- Judge says $12 million payout shortchanges California drivers
- Company, drivers encouraged by judge to draft new agreement
Lyft Inc. became a victim of its own success Thursday when a judge rejected its bid to make peace with its drivers for offering them a tiny sliver of the company’s exploding revenue.
Now, the ride-sharing service is back in a courtroom showdown with its workforce similar to larger rival Uber Technologies Inc.’s fight against its California drivers set for a trial for June. The competing startups are on the front lines of a nationwide battle over whether the business model used in the so-called sharing economy systematically exploits workers.
The writing on the wall that Lyft’s settlement was doomed came at a March 24 court hearing when the San Francisco judge overseeing the case questioned the math behind a proposal to pay the company’s California drivers an average of $53 each to drop their demand to be treated as employees rather than independent contractors.
U.S. District Judge Vince Chhabria prodded the drivers’ lawyer to acknowledge that by basing the $12 million settlement on drivers’ claims for mileage reimbursement from May 2012 to November 2015, she didn’t account for the company’s skyrocketing growth through the middle of February. Chhabria figured that the actual value of the reimbursement sought is at least $126 million, and that other potential claims might make the settlement worth about $170 million.
“So you’re saying that the amount of miles that Lyft drivers drove between 2012 and November 2015 doubled over the course of three months?” Chhabria asked Shannon Liss-Riordan, the drivers’ lawyer, at the hearing.
Yes, she said, acknowledging that data provided by Lyft showed that its business in California had grown as fast in 90 days as during the three previous years.
In his ruling Thursday that encouraged the company and Liss-Riordan to try drafting a new agreement that sweetens the pot for drivers, Chhabria said the modest non-monetary benefits in the settlement don’t make up for the “serious defects in the monetary aspect.”
“We’re disappointed in the preliminary ruling,” Chelsea Wilson, a spokeswoman for Lyft, said in an e-mail. “We believe we reached a fair agreement with the plaintiffs and are currently evaluating our next steps.”
Liss-Riordan said she hopes the settlement can be improved to meet the judge’s concerns.
“If not, we look forward to taking this case to trial as well,” she said in an e-mail.

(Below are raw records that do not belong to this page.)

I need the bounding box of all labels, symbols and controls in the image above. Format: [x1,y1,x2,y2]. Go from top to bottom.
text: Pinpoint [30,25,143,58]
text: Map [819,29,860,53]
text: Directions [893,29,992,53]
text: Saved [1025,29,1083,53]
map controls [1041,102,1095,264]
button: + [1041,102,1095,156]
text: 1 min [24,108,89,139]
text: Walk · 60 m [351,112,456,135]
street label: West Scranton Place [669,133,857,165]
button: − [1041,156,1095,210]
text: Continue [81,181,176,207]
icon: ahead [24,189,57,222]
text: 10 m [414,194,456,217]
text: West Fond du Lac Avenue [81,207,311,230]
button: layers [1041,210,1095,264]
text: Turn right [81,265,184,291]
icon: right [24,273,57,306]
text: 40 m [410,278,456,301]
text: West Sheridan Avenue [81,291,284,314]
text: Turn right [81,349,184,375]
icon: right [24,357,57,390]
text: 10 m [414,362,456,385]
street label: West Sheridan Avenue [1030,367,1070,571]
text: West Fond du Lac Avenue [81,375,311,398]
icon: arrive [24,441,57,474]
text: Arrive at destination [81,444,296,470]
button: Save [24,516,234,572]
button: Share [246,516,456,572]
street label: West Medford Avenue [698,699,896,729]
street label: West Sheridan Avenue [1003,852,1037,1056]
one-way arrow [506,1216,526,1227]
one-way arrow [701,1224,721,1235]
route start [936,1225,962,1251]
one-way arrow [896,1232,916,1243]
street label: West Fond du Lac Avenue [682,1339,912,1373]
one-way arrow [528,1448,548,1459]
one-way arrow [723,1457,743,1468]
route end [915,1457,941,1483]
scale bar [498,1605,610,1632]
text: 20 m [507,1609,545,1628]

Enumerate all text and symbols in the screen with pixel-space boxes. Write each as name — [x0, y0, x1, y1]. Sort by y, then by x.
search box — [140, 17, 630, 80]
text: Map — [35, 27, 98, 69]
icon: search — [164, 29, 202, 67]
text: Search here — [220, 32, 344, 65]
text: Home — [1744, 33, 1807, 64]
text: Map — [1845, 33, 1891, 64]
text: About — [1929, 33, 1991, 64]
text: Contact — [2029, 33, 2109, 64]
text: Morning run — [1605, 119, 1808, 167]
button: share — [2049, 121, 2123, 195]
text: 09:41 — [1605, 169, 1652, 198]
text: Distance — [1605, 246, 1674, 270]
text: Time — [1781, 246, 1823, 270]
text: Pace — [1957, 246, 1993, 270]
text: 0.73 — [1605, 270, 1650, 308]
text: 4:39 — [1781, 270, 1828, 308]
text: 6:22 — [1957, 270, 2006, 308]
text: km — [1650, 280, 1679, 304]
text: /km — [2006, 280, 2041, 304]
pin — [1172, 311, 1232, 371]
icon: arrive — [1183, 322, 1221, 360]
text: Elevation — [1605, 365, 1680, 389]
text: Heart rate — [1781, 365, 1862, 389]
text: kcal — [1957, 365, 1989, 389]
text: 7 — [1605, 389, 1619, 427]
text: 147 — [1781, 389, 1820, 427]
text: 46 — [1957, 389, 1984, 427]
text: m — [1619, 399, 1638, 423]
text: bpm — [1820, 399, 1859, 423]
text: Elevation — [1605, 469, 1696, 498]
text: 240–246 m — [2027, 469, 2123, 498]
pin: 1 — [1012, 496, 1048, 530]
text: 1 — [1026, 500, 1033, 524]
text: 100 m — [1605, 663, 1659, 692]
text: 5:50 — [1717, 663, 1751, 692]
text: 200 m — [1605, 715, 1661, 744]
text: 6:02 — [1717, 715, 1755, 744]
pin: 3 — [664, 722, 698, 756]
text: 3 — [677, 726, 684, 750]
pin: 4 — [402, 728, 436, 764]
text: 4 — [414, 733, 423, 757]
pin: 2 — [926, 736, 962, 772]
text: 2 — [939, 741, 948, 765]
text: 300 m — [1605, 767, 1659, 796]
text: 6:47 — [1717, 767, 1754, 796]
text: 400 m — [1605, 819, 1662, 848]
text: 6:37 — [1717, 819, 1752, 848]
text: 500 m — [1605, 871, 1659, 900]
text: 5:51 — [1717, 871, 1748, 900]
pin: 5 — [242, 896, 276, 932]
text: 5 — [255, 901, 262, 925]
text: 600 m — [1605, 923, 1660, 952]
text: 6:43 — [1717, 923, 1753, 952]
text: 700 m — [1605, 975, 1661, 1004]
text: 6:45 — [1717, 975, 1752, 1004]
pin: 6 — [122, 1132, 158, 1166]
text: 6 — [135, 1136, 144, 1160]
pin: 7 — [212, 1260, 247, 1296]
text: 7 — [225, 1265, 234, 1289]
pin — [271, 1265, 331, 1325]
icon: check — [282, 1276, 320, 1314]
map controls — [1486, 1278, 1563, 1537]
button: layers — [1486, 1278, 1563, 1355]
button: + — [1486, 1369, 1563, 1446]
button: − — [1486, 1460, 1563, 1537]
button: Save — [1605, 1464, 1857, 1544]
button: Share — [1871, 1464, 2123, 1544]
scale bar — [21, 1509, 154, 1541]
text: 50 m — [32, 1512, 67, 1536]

Liss-Riordan also represents the Uber drivers suing that company in the same courthouse before a different judge.
A third of the $12.25 million Lyft settlement fund was designated for attorney fees.
The judge rejected criticism from the Teamsters union that the settlement forfeits the main goal of the drivers’ lawsuit -- to force Lyft to treat them as full-fledged employees rather than contractors. The accord announced in January didn’t make any change to Lyft’s classification of its California drivers as independent contractors.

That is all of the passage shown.